● **WORK ITEM**
Reproduce the entries that follow exactly. No picture should appear in the result.

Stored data
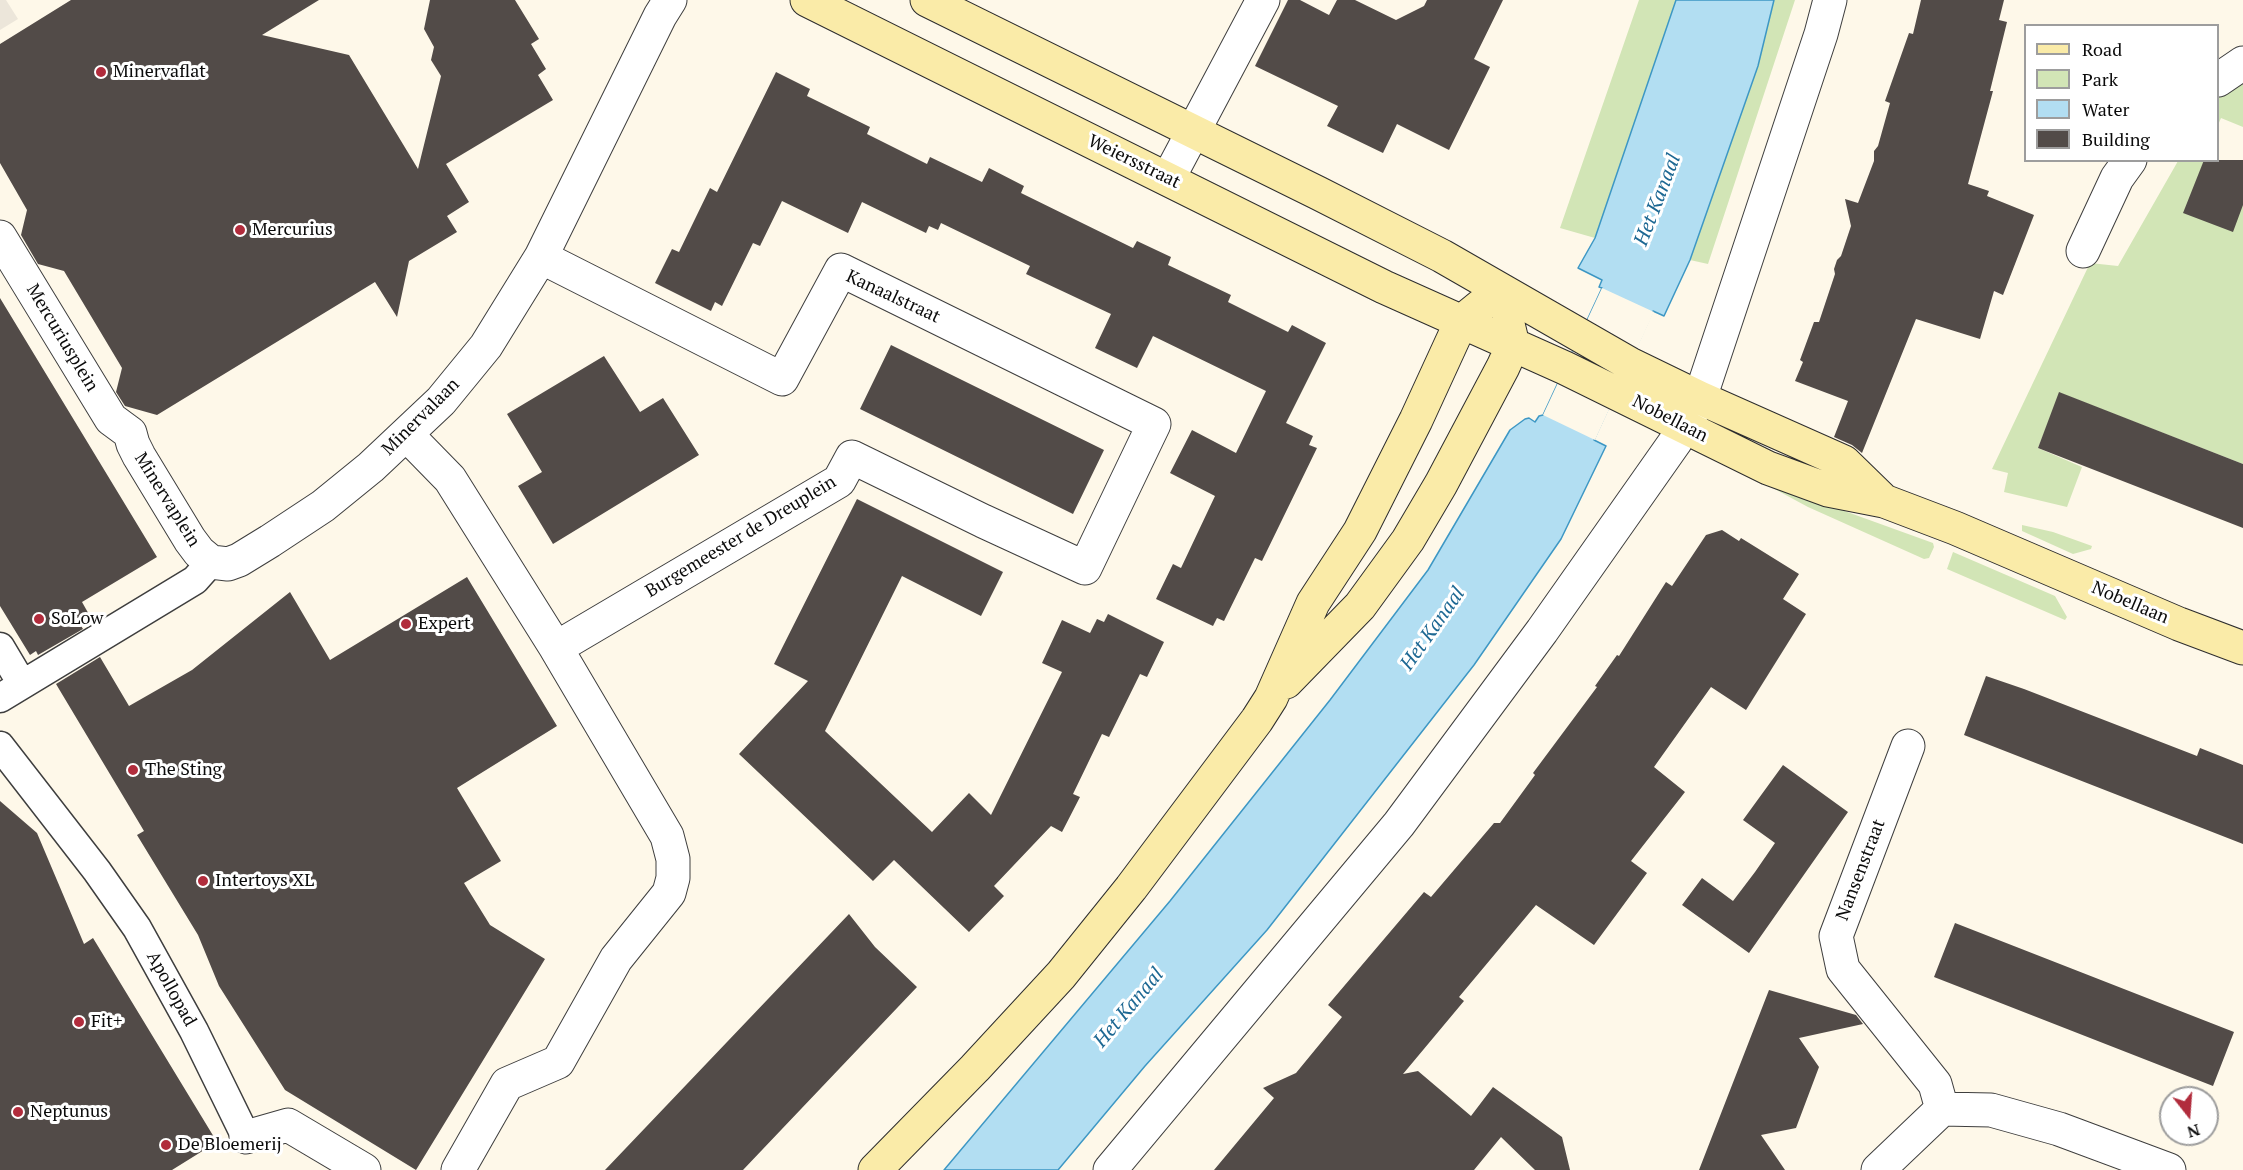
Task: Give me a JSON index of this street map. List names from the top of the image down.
{
  "streets": {
    "main road": ["Weiersstraat", "Nobellaan"],
    "street": [
      "Kanaalstraat",
      "Mercuriusplein",
      "Minervalaan",
      "Minervaplein",
      "Burgemeester de Dreuplein",
      "Nansenstraat",
      "Apollopad"
    ]
  },
  "crossings": [
    ["Weiersstraat", "Nobellaan"],
    ["Kanaalstraat", "Minervalaan"],
    ["Kanaalstraat", "Burgemeester de Dreuplein"],
    ["Mercuriusplein", "Minervaplein"],
    ["Minervalaan", "Minervaplein"]
  ],
  "water": ["Het Kanaal"],
  "places": [
    "Minervaflat",
    "Mercurius",
    "SoLow",
    "Expert",
    "The Sting",
    "Intertoys XL",
    "Fit+",
    "Neptunus",
    "De Bloemerij"
  ],
  "legend": [
    "Road",
    "Park",
    "Water",
    "Building"
  ],
  "north": "bottom"
}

● **WRITTEN ANSWER**
Task: Give me a JSON index of this street map. List names from the top of the image down.
{
  "streets": {
    "main road": ["Weiersstraat", "Nobellaan"],
    "street": [
      "Kanaalstraat",
      "Mercuriusplein",
      "Minervalaan",
      "Minervaplein",
      "Burgemeester de Dreuplein",
      "Nansenstraat",
      "Apollopad"
    ]
  },
  "crossings": [
    ["Weiersstraat", "Nobellaan"],
    ["Kanaalstraat", "Minervalaan"],
    ["Kanaalstraat", "Burgemeester de Dreuplein"],
    ["Mercuriusplein", "Minervaplein"],
    ["Minervalaan", "Minervaplein"]
  ],
  "water": ["Het Kanaal"],
  "places": [
    "Minervaflat",
    "Mercurius",
    "SoLow",
    "Expert",
    "The Sting",
    "Intertoys XL",
    "Fit+",
    "Neptunus",
    "De Bloemerij"
  ],
  "legend": [
    "Road",
    "Park",
    "Water",
    "Building"
  ],
  "north": "bottom"
}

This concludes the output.